In the March 2016 issue of the International Association of Defense Counsel's (IADC's) Civil Justice Response Committee Newsletter, Shook, Hardy & Bacon Public Policy Partners Mark Behrens and Cary Silverman examine the trial strategy espoused by David Ball and Don Keenan in Reptile: The 2009 Manual of the Plaintiff's Revolution, which "includes advice about how to put defendants and their insurers at a disadvantage in mediation."

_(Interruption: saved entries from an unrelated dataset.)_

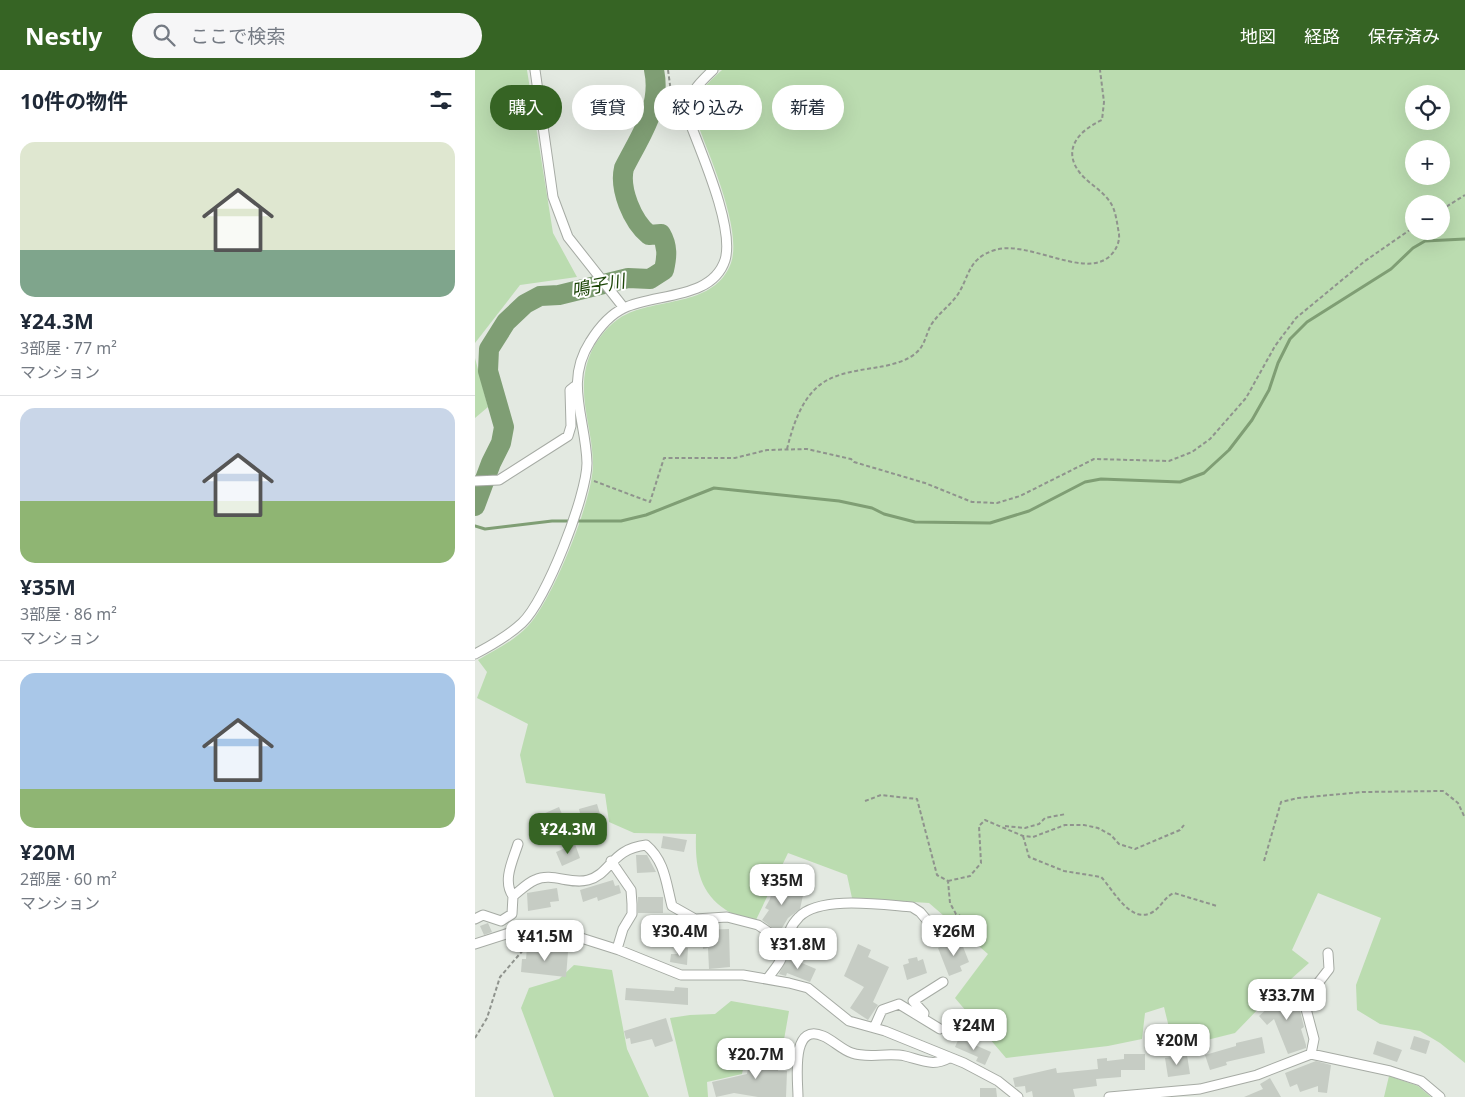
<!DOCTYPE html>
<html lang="ja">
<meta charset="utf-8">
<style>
:root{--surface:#fff;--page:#f6f6f7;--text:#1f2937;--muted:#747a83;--line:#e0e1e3;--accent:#366424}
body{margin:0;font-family:"Noto Sans","Noto Sans JP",sans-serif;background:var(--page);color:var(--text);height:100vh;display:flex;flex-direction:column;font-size:19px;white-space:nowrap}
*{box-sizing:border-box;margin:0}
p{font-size:16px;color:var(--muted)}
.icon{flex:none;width:28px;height:28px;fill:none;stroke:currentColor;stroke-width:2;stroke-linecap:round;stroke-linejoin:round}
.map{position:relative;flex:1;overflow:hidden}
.panel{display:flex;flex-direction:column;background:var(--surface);width:475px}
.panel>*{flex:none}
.hud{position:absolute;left:15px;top:15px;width:475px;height:45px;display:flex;gap:10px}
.controls{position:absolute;left:930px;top:15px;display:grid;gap:10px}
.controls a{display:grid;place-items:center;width:45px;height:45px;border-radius:50%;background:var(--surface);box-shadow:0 5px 20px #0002;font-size:25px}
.price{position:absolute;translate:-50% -42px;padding:0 11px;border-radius:10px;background:#fff;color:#222;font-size:16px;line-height:32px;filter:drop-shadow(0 1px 2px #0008)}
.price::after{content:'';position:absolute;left:50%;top:30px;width:15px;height:11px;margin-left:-8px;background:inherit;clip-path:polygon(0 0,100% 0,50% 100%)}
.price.on{background:var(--accent);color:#fff}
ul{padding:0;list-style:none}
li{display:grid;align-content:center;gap:10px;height:265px;padding:0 20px}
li+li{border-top:1px solid var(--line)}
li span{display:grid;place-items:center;height:155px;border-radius:15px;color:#555}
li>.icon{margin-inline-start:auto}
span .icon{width:90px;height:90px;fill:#fffc;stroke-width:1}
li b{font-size:21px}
h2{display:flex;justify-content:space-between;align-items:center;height:60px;padding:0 20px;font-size:21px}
.chip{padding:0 18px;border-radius:22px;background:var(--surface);box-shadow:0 5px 20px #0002;font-size:18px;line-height:45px}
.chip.on{background:var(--accent);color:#fff}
header{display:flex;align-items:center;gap:30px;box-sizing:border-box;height:70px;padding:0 25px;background:var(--accent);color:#fff}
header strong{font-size:24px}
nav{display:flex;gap:28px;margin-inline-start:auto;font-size:18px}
.search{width:350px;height:45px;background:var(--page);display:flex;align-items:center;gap:12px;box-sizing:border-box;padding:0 18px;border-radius:28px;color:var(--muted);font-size:19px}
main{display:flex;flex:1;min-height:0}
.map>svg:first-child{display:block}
.green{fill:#bbdcb0;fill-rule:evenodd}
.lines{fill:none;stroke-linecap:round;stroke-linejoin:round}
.stream{stroke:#7f9e74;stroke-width:3}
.river{stroke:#7f9e74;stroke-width:20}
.building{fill:#c6ccc4}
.street-casing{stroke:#a6aba4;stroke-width:11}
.path{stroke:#8f938d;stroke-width:2;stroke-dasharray:4 2.5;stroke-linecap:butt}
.street{stroke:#fff;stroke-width:9}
.labels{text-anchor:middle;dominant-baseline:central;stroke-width:4;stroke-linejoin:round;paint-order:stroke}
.water-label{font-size:18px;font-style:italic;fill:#1d4608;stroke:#fff}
</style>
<header>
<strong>Nestly</strong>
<div class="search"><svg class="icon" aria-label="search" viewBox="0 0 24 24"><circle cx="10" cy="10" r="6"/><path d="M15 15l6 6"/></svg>ここで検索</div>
<nav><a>地図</a><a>経路</a><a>保存済み</a></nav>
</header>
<main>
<section class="panel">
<h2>10件の物件<svg class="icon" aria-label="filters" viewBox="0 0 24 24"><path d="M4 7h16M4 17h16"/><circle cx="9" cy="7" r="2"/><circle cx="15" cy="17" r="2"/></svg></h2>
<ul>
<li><span style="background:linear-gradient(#dfe7d0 70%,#7fa58c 0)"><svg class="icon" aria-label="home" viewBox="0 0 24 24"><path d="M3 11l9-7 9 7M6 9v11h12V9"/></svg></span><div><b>¥24.3M</b><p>3部屋 · 77 m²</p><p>マンション</p></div></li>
<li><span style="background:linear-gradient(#c9d6e8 60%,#8fb573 0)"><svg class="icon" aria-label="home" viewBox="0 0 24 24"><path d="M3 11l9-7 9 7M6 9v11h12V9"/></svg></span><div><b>¥35M</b><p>3部屋 · 86 m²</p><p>マンション</p></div></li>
<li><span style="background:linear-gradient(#a9c7e8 75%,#8fb573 0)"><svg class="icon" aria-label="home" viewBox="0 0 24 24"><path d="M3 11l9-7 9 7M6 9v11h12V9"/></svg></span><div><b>¥20M</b><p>2部屋 · 60 m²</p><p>マンション</p></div></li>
</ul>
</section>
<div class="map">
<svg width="990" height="1027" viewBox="0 0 990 1027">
<rect width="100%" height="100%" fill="#e3e9e1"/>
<path class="green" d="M 0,0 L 52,0 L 78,163 L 102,207 L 45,215 L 0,273 Z
M 247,0 L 990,0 L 990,993 L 965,973 L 945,961 L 905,954 L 882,940 L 881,915 L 906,848 L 843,823 L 817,880 L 834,893 L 789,933 L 760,963 L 716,974 L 698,974 L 689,937 L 670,943 L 667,969 L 633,976 L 531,988 L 480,928 L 513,884 L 454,833 L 377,828 L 372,805 L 313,783 L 280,852 C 271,848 259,846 251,840 C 223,822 220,794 221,764 L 159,763 L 134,752 L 130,724 L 51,713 L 45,685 L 53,654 L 2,628 L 12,602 L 3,590 C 20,580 39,571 53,556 C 77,531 119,428 118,393 C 117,351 98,319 118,278 C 126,264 138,250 152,244 C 186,228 240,236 256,193 C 268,158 231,79 219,44 C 220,23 232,14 247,0 ZM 939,24 L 966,24 L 966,51 L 939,51 ZM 939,79 L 966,79 L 966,106 L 939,106 ZM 939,134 L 966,134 L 966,161 L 939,161 Z
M 0,288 L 13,337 L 0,348 Z
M 99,895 L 137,900 L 152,979 L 174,1027 L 79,1027 L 46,938 L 54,918 L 84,909 Z
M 256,931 L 314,941 L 306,987 L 272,980 L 267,1004 L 232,1012 L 233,1027 L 214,1027 L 195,948 L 215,945 L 240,944 Z
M 914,1006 L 943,1016 L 956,1027 L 909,1027 Z"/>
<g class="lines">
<path class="stream" d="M 0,456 L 10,459 L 77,451 L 146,451 L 171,445 L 239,418 L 364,431 L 397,438 L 409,444 L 440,452 L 515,453 L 554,441 L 610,412 L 626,409 L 705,412 L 729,403 L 754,380 L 777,350 L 794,320 L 803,293 L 815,269 L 832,252 L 916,199 L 938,178 L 950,171 L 990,169"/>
<path class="river" d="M 0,436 L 16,393 L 26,373 L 29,357 L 13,301 L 14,279 L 31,252 L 50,234 L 65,226 L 84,225 L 153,208 L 175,209 L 189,200 C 192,187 193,176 186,164 L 174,165 C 157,151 144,119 149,98 C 165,66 187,37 179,0"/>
</g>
<path class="building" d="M 122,734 L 129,757 L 110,762 L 104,739 Z
M 84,737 L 90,751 L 74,758 L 68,744 Z
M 188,766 L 212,770 L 209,782 L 186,778 Z
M 100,774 L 105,788 L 87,796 L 81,782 Z
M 161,785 L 172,785 L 181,802 L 162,803 Z
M 138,810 L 140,816 L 144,815 L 146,823 L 123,831 L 122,827 L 108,832 L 105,820 Z
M 298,814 L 329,821 L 325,839 L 313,848 L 304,863 L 287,850 L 294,840 L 290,838 L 295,829 Z
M 82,818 L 84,831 L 75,832 L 76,837 L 53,841 L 52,823 Z
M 163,827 L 188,827 L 188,843 L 163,843 Z
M 13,853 L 17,862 L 9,865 L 5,856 Z
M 254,859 L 255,897 L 234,899 L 233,878 L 228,879 L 227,860 Z
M 485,869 L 494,892 L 485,896 L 487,901 L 474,906 L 463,878 Z
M 383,874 L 396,880 L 393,887 L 414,897 L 398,932 L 403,935 L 393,950 L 375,938 L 389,917 L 369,906 Z
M 52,877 L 93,882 L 91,907 L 46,902 L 47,889 L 51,889 Z
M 202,878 L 213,878 L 212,895 L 195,892 L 196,884 L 202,884 Z
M 313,887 L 341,899 L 335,912 L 312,903 L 311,906 L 304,904 Z
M 442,887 L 443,891 L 448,889 L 452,903 L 432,910 L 428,895 L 434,893 L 433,889 Z
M 200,917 L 213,918 L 213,935 L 150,930 L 151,918 L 199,921 Z
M 814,919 L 822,928 L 829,957 L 826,959 L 831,975 L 831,978 L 813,984 L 799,949 L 792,955 L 784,946 Z
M 191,948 L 198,971 L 180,977 L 177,969 L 156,974 L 155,968 L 151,969 L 149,961 Z
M 939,966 L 955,971 L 951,984 L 935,979 Z
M 787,967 L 790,983 L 751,992 L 752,995 L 735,1000 L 730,985 L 761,976 L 761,973 Z
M 484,968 L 516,982 L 510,995 L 501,991 L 503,987 L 480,977 Z
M 902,971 L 927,980 L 922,992 L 898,984 Z
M 276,983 L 305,988 L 303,1001 L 312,1001 L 311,1027 L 283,1027 L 259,1023 L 241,1027 L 237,1012 L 272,1004 Z
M 649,984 L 670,984 L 670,1000 L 646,1000 L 646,1007 L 621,1009 L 622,1016 L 598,1019 L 600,1027 L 558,1027 L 557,1021 L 551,1023 L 550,1016 L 540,1017 L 538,1008 L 581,998 L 582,1003 L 623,999 L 622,989 L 632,988 L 632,991 L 649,989 Z
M 712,985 L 715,1004 L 693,1007 L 690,988 Z
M 841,991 L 856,995 L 852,1023 L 843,1022 L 843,1016 L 825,1022 L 822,1014 L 815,1017 L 810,1003 Z
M 795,1008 L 806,1027 L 769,1027 L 788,1019 L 785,1014 Z
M 505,1018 L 521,1018 L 522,1027 L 505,1027 Z"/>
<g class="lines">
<g class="street-casing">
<path id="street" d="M 60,0 L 78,127 L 93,167 L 149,238
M 0,411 L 24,410 L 93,366 L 96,356 L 95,320 L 100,316
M 0,584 C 17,575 33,566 47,553 C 71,531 112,425 112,393 C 111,350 89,312 115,272 C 123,259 134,245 149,238 C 180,223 237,230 250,190 C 260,157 224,78 212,45 C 214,23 222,15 238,0
M 136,791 L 156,820 L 157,834 L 157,844 L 148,859 L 142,879
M 38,826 C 45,821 52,813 60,810 C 77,802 95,815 113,810 C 136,804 136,779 171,775 C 190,791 191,813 197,836 L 220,849 L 252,847 L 283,855 L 295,863 L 308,880
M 0,849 L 8,845 L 26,851 L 37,844 L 38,826 C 27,811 38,790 43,774
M 0,874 L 37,862 L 76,861 L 103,867 L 144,880 L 206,905 L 268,905 L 314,913 L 333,918 L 374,951 L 410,961 L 489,993 L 523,1011 L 543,1027
M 293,908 C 297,902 303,896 306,889 C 313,874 310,861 324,847 C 345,825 409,835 437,837 L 445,842 L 456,855
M 448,948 L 449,943 L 438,931 L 468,912
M 399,958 L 407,940 L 424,934 L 465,959
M 836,984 L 839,969 L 830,935 L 833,926 L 854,899 L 853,883
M 323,1027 C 323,1010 315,952 348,966 C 358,970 367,980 377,983 C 394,989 413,982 430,986 C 446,990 458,997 474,988
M 634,1027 L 725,1019 L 782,1005 L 836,984 L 915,1001 L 946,1011 L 965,1027"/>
</g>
<path class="path" d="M 193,0 L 198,37 L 202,43
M 966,140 L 990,125
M 312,379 C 318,355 327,326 349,312 C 365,302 387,300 404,297 C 416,295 433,291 442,282 C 450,275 451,264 456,255 C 463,244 473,237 481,227 C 495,208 491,189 520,180 C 551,170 605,206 631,189 C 639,184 645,174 644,164 C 642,154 641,140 635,132 C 627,120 614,114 605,103 C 586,79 605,60 627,50 L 629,32 L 625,0
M 119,411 L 175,432 L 189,388 L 260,388 L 292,380 L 332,379 L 376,389 L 379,392 L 450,413 L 497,432 L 522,433 L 545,426 L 619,389 L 694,391 L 717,382 L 735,369 L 771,328 L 800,276 L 821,248 L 890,191 L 939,157
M 390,731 L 406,725 L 442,729 L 462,805 L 473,811 L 475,833 L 481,844 L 490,848 L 503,848
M 530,756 L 550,758 L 564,754 L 570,748 L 591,744
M 548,766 L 554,787 L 589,801 L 626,807 C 638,819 654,853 676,843 C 686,838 689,827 699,823 L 742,836
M 789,791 L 806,732 L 823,728 L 888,722 L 968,721 L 983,733 L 990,748
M 473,811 L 495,806 L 506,793 L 504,756 L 510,750 L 548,766 L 558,767 L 590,755 L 609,755 L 623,758 L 636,765 L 644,774 L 660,779 L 705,760 L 709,755
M 0,968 L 12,948 L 25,907 L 49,879 L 47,872"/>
<use href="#street" class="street"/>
</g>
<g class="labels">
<g class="water-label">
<text transform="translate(123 215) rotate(-11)">鳴子川</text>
</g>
</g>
</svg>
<div class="controls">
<a><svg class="icon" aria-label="locate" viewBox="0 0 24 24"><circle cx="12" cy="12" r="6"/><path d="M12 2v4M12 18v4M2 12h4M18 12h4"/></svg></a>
<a>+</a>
<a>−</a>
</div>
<b class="price on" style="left:93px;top:785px">¥24.3M</b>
<b class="price" style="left:307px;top:836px">¥35M</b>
<b class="price" style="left:205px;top:887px">¥30.4M</b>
<b class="price" style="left:479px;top:887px">¥26M</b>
<b class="price" style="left:70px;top:892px">¥41.5M</b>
<b class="price" style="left:323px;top:900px">¥31.8M</b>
<b class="price" style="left:812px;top:951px">¥33.7M</b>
<b class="price" style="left:499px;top:981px">¥24M</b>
<b class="price" style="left:702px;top:996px">¥20M</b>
<b class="price" style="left:281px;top:1010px">¥20.7M</b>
<div class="hud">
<a class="chip on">購入</a>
<a class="chip">賃貸</a>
<a class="chip">絞り込み</a>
<a class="chip">新着</a>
</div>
</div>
</main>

The Reptile theory not only describes tactics designed to foster "fear and anger in jurors," but instructs plaintiffs' counsel to insist that “'the person attending the mediation will have—without the need to ask anyone up the ladder—the power to settle for the amount' specified by plaintiff’s counsel." Following this reasoning, the U.S. District Court for the Eastern District of Washington proposed a local rule in 2015 that would have required insurance carriers involved in a defense to attend mediation "with authority for settlement up to the amount last demanded by the plaintiff." The court amended the rule after defense counsel and insurers sought a more balanced approach that allows the insurer "to authorize settlement up to the amount the insurer has valued the case." Among other things, IADC argued that "insurers do not use plaintiff demands as a basis to value a case or authorize settlements, and that plaintiff demands often greatly exceed the actual value of a case."
"Plaintiffs’ lawyers may seek advantages at mediation similar to the initial proposed local rule in the Eastern District of Washington," conclude Behrens and Silverman. "Defense counsel should be on alert… The Eastern District of Washington experience demonstrates that unsound proposals can be defeated if the IADC and others educate the court about the problems raised by such proposals."